Consult a tax expert, human or electronic

March 05, 2006|By HUMBERTO CRUZ | HUMBERTO CRUZ,TRIBUNE MEDIA SERVICES

How can anybody keep up? In the past year alone, the tax code grew by more than 5,000 pages, with major congressional legislation revamping the bankruptcy process, offering tax incentives to conserve energy and providing tax relief to hurricane victims.

Changes stemming from previous laws, such as higher contribution limits to retirement plans, continued (and will continue) to be phased in. Debate without resolution keeps swirling about the alternative minimum tax (AMT) and whether to extend lower rates for qualifying dividends and long-term capital gains beyond 2008.

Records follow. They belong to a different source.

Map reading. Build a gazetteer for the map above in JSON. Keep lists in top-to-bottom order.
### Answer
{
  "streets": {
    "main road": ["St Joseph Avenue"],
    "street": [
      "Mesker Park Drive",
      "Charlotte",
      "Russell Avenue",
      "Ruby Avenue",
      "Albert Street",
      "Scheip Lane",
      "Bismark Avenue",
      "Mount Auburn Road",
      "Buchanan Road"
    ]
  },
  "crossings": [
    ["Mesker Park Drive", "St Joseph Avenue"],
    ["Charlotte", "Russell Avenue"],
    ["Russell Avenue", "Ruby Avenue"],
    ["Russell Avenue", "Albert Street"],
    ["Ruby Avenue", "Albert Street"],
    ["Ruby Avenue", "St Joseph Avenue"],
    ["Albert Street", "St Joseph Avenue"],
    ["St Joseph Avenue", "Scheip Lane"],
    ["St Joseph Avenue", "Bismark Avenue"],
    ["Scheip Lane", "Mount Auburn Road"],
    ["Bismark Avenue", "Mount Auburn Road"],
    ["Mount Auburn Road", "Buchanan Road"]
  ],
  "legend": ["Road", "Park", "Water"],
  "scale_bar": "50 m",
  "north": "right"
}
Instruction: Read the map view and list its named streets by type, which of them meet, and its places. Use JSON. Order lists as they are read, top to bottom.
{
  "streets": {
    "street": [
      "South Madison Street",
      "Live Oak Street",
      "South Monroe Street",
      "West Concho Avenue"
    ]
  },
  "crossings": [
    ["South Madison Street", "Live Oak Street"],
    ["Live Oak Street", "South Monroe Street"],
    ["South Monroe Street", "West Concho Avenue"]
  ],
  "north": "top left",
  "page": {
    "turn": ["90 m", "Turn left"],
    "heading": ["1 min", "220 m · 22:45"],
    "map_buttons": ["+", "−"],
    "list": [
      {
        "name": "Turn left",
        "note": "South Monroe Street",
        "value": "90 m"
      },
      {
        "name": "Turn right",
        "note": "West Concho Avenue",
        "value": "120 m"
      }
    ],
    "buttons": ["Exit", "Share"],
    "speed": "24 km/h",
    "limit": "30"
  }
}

Meanwhile, a tax reform advisory panel proposed alternate plans for America's tax system, both calling for fewer and lower tax brackets but also fewer deductions while eliminating the AMT and overhauling retirement savings plans.

Against this backdrop of complexity and change, there is only one logical piece of advice I (or anyone) can offer at tax-preparation time: Get some help, whether from tax software, a professional tax preparer, or both.

Time was in the 1990s when I happily did my own taxes with just paper and pencil and a hand-held calculator. Today I'd be a fool to, when affordably priced software can do all the tricky and laborious calculations in a jiffy and, more important, prevent costly errors.

That's why I'm a big fan of tax software. Aside from saving hours of drudgery, the top programs, through plain-English, on-screen interviews that ask for tax-related information, greatly cut down if not eliminate the risk of misinterpreting the rules.

This year, I can recommend market leader TurboTax from Intuit Inc., as well as competitors TaxCut from H&R Block, CompleteTax from CCH (a Wolters Kluwer business), and TaxACT from 2nd Story Software Inc. That does not mean other programs may not be good, too, only that I have not reviewed them.

For price, you can't beat TaxACT's standard online edition - it's free and robust enough to satisfy users with simple returns. My favorite if you have a more complex return or want advanced planning tools remains TurboTax.

For those who feel more comfortable having a professional do - or at least review - their returns, I suggest sticking with those with experience, good references and credentials, such as enrolled agents and certified public accountants. Ask for areas of specialization, whether they will represent you in an audit and whether they will bill you by the hour or for a straight fee.

Humberto Cruz writes for Tribune Media Services.